Amina Ahmed, MD, Associate Chief Medical Officer, Gynecology, Cancer Center of Rush University Medical Center, Chicago, IL; Paula Anastasia, RN, MN, AOCN, Clinical Nurse Specialist, Gynecologic Oncology, University of California Los Angeles Health; and Ali McBride, PharmD, MS, Clinical Coordinator, University of Arizona Cancer Center, Tucson, discussed the benefits and risks of using combination therapy with a poly (ADP-ribose) polymerase (PARP) inhibitor and bevacizumab (Avastin) as first-line maintenance therapy in patients with ovarian cancer.

“I wouldn’t [use a combination] in general [as maintenance treatment] because there is additive toxicity and it’s hard to know if the combination of bevacizumab and a PARP inhibitor is superior over PARP inhibitor alone,” said Dr Ahmed. “I think, in general, practitioners are probably a little leery of adding two agents for maintenance.”

The PAOLA-1 clinical trial found a progression-free survival (PFS) of 22.1 months with the combination of olaparib (Lynparza) and bevacizumab, compared with 16.6 months for placebo and bevacizumab in patients who had received first-line therapy for advanced ovarian cancer, including bevacizumab, but the trial was lacking an olaparib-alone arm.

In patients with a tumor BRCA mutation, median PFS was 37.2 months in the olaparib group and 21.7 months in the placebo group.
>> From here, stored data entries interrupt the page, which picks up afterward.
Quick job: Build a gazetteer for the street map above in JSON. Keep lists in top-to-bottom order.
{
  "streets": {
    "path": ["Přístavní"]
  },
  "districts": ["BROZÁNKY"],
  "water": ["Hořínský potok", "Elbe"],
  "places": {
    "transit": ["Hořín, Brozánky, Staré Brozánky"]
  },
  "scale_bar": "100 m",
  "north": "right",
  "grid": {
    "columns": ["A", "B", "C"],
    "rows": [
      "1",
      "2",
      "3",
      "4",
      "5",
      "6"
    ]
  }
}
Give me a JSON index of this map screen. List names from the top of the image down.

The hazard ratio for PFS was 0.33 (95% confidence interval [CI], 0.25-0.45) in patients with tumors positive for homologous recombination deficiency (HRD), including tumors that had BRCA mutations (median PFS, 37.2 vs 17.7 months), and 0.43 (95% CI, 0.28-0.66) in patients with HRD-positive tumors that did not have BRCA mutations (median PFS, 28.1 vs 16.6 months). 
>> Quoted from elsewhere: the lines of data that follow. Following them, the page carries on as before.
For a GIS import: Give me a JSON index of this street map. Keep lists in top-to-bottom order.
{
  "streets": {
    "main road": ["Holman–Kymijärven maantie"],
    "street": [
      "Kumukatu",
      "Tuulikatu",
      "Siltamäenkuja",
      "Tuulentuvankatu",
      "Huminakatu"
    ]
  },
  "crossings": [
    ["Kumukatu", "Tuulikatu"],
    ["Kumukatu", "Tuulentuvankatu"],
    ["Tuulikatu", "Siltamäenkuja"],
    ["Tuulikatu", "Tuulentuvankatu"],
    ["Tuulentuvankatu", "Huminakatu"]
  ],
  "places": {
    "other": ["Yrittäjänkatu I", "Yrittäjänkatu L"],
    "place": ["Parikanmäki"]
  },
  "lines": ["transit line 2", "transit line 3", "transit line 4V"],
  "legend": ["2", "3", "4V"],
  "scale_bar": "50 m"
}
The PAOLA-1 study investigators admitted to the lack of a maintenance monotherapy comparator group as a limitation of PAOLA-1, “making it difficult to conclude whether the PFS benefit seen in patients with HRD-positive tumors without BRCA mutations…was due largely to the addition of olaparib or whether a synergistic effect occurred with olaparib and bevacizumab.”

“We’re still just waiting and treading because we also know that bevacizumab works really well in the recurrent setting,” said Ms Anastasia. “Obviously our goal is to delay or prevent a recurrent setting. But I think we’re just tiptoeing because we don’t want to waste a drug that may have better use in a recurrent setting.”

In agreement was Dr McBride, who said that a drug used as additive therapy would be lost as a potential sequential therapy when one is needed, and the number of therapies in this indication is limited.